Hirabayashi, in truth, doesn’t really mind the question.

“People become confused,” he says, “and they say, ‘Oh, I saw those people from Japan playing Kodo drums.’ But there’s no such thing as a Kodo drum. That’s a little like saying, ‘Oh, I saw someone playing a San Francisco Symphony string instrument’ when what they saw was a violin.”

That doesn’t mean there aren’t a few important differences between the musical styles of groups like Kodo and San Jose Taiko–or any of the other Japanese drum groups that have made successful careers in the wake of the current world-music boom.

In fact, just like modern rock bands or string ensembles such as the Kronos Quartet, every drumming company comes to develop its own unique sound, style, and sense of visual flair. That’s definitely true for San Jose Taiko.

“We very much have a style of our own, different than Kodo or a lot of the other groups coming from Japan, different from other Japanese-American troupes,” Hirabayashi says. “We approach our performances with a unique style that is reflective of us.”

Local ears will get a chance to hear that unique sound on Sunday, Feb. 6, when San Jose Taiko makes its first-ever appearance in Sonoma County, at the Luther Burbank Center.

“In our hands, taiko is very much a Japanese-American art form,” Hira-bayashi continues. “Growing up in the United States, my own musical background is not traditional Japanese. I grew up listening to rock and roll, Latin, jazz, soul music, R&B, whatever. With members made up of third- and fourth-generation Japanese-Americans, and even a number of non-Asians, our music really reflects a wide cultural experience.”

By writing their own musical pieces, the San Jose drummers are free to draw on a full spectrum of musical influences, incorporating everything from rock and roll to various African and Cuban rhythms in a one-of-a-kind blend of powerful sounds and hyperkinetic choreography to reflect their experience as Japanese, as Americans, as inhabitants of the planet Earth.

Using a variety of Japanese drums, ranging in size from the handheld josuke to the large drums the size of wine barrels, the expert drummers are able to coax a breathtaking array of sounds and percussive melodies from their instruments onstage, often leaving audiences revved up and cheering for more.

WHEN SAN JOSE Taiko first began, they were only the third such ensemble in America; the other two were based in San Francisco and Los Angeles. Now there are over 100 taiko drumming organizations. Through the years, Hirabayashi–along with his wife, cofounder P. J. Hirabayashi–has overseen the troupe’s progress as the performers embarked on a series of international tours, began a popular training program for adults and youth, and collected countless awards.

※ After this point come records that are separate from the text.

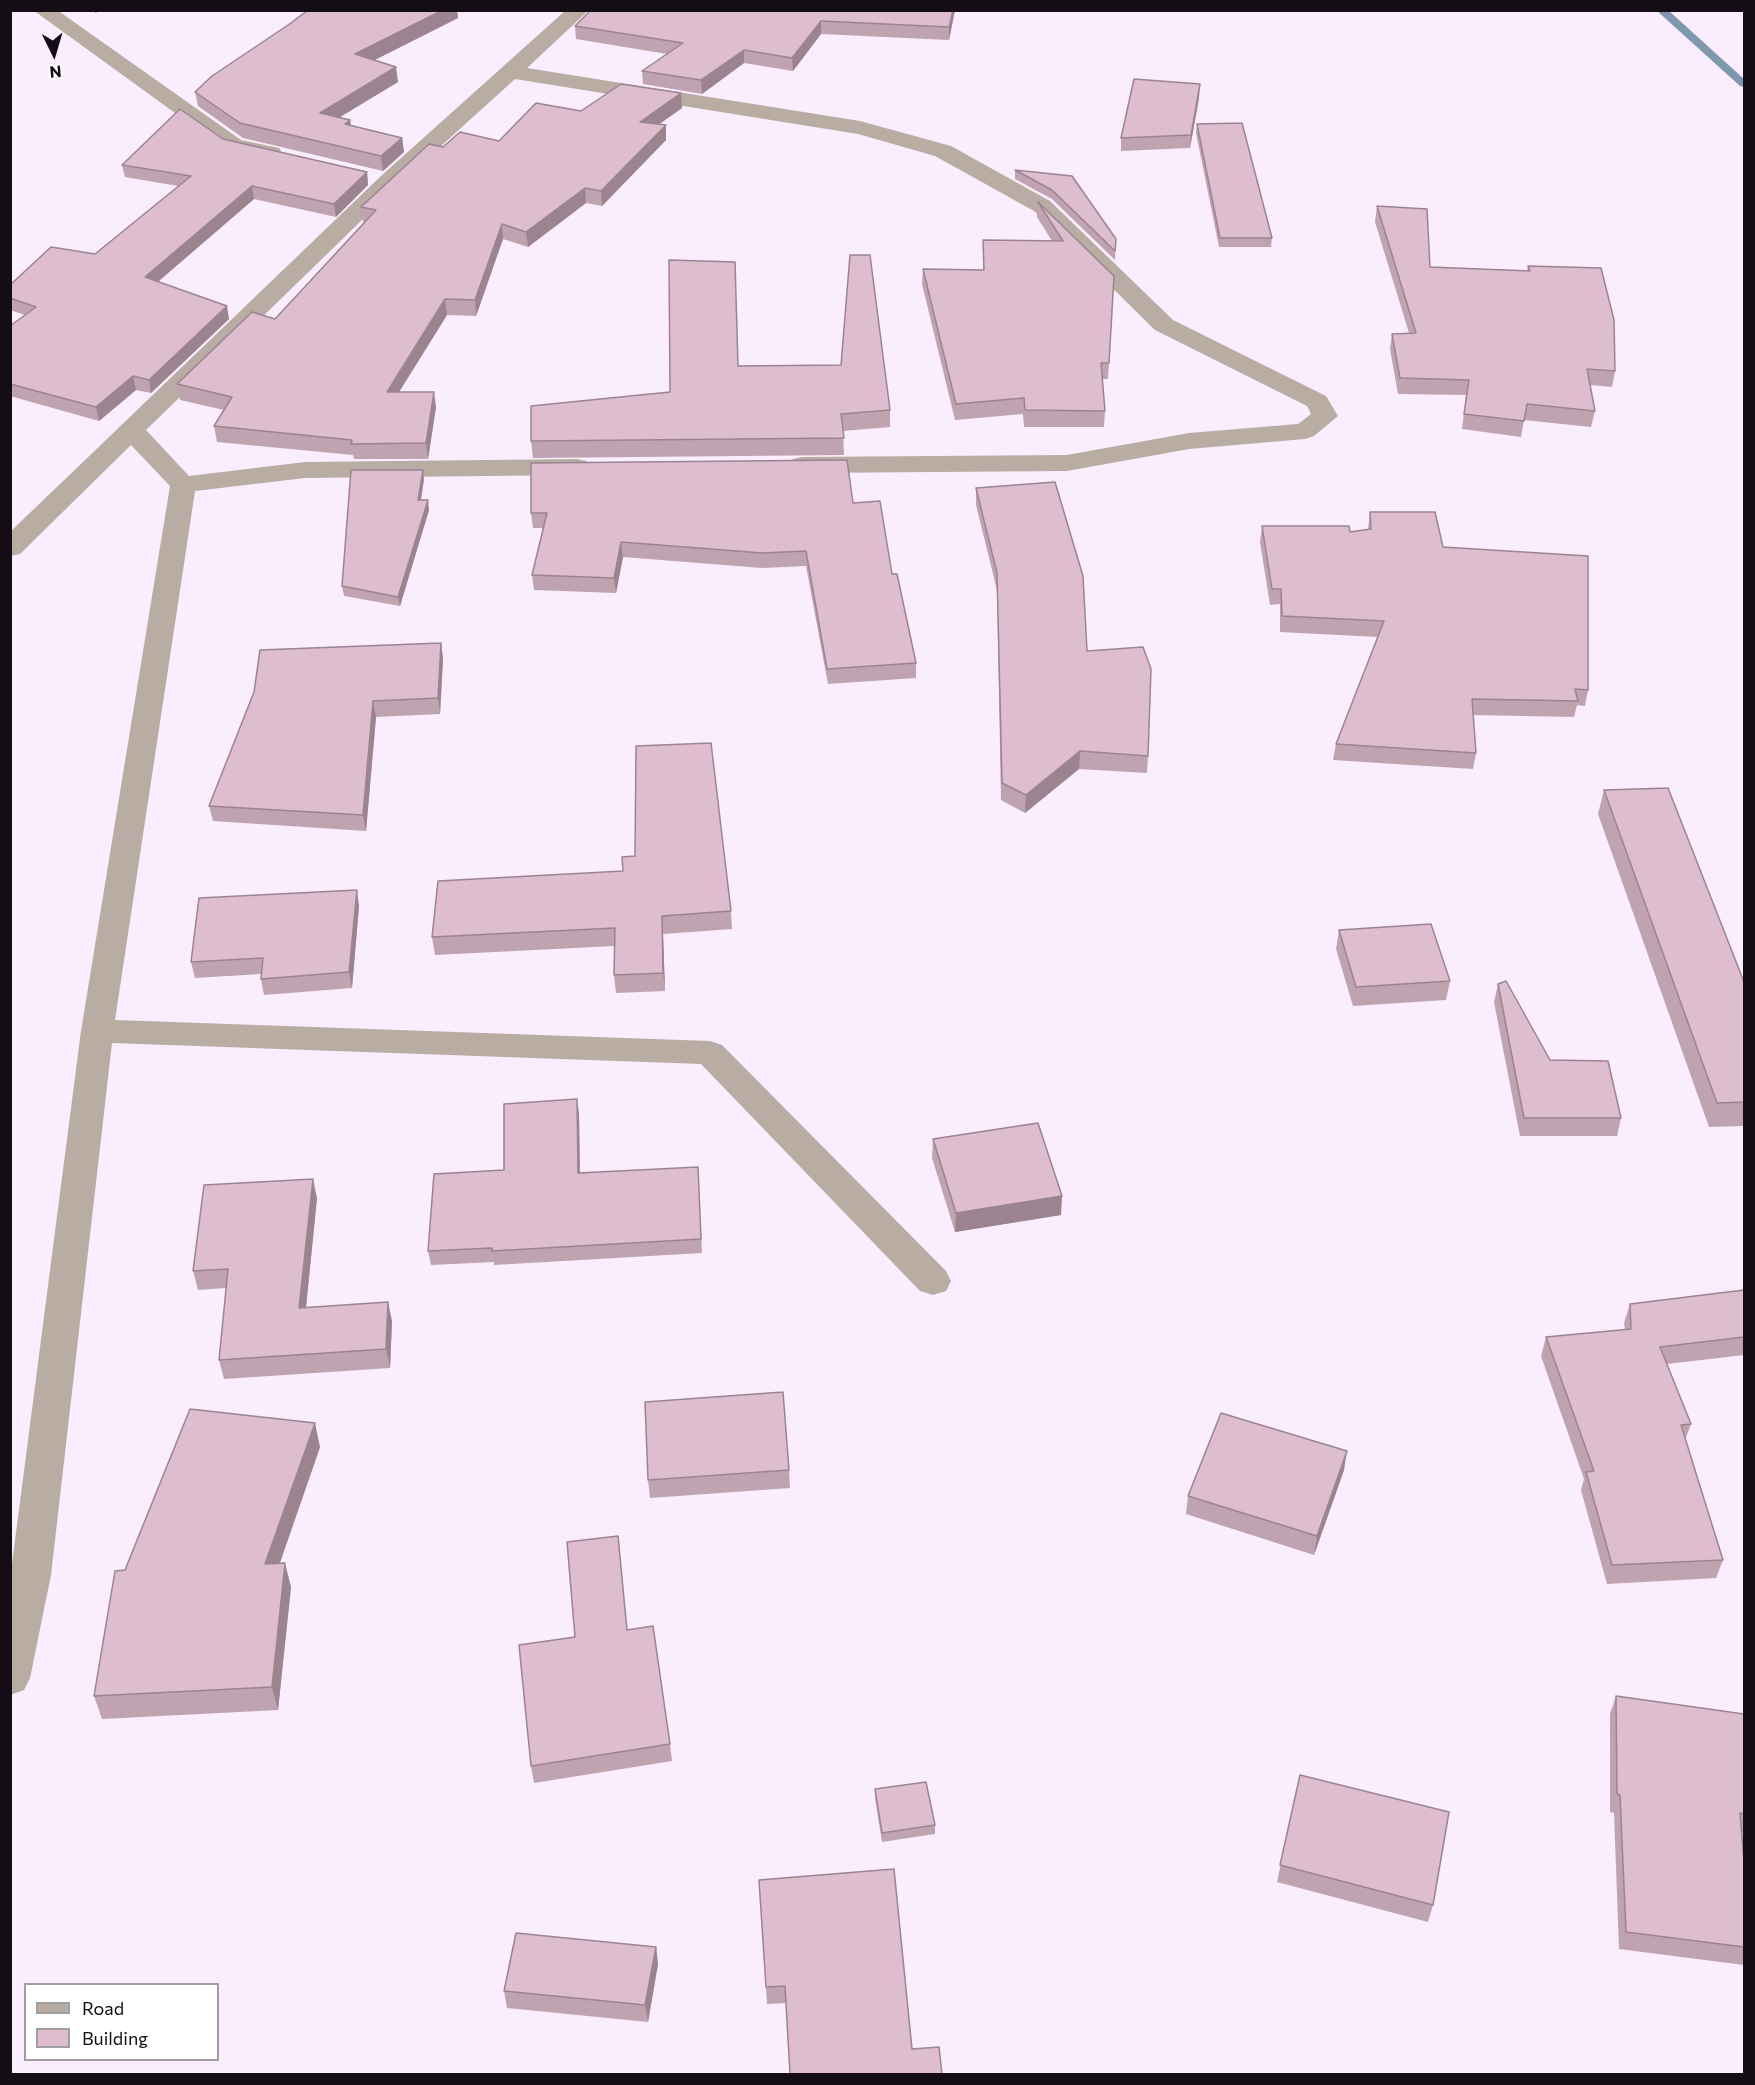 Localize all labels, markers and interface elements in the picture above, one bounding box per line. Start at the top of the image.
north arrow [24,24,84,84]
text: N [49,62,62,82]
legend [24,1983,219,2061]
text: Road [82,1997,124,2019]
text: Building [82,2027,148,2049]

Asked if such longevity and success were expected or dreamed of in the early days of San Jose Taiko, Hirabayashi laughs.

“By no means, no,” he exclaims. “At the very beginning we were just doing it for fun, as a kind of hobby.”

In fact, when the group first started drumming in a Buddhist temple in San Jose, it was intended as a local cultural activity, “something for the youth group to become involved with that was musical and cultural at the same time,” says Hirabayashi.

“It turned out that there were many people from the local Japanese-American community who became interested in participating also, and it sort of grew from there,” he adds.

Hirabayashi explains that he was drawn to taiko drumming as a young adult, while looking for musical forms that were related to his cultural heritage and background.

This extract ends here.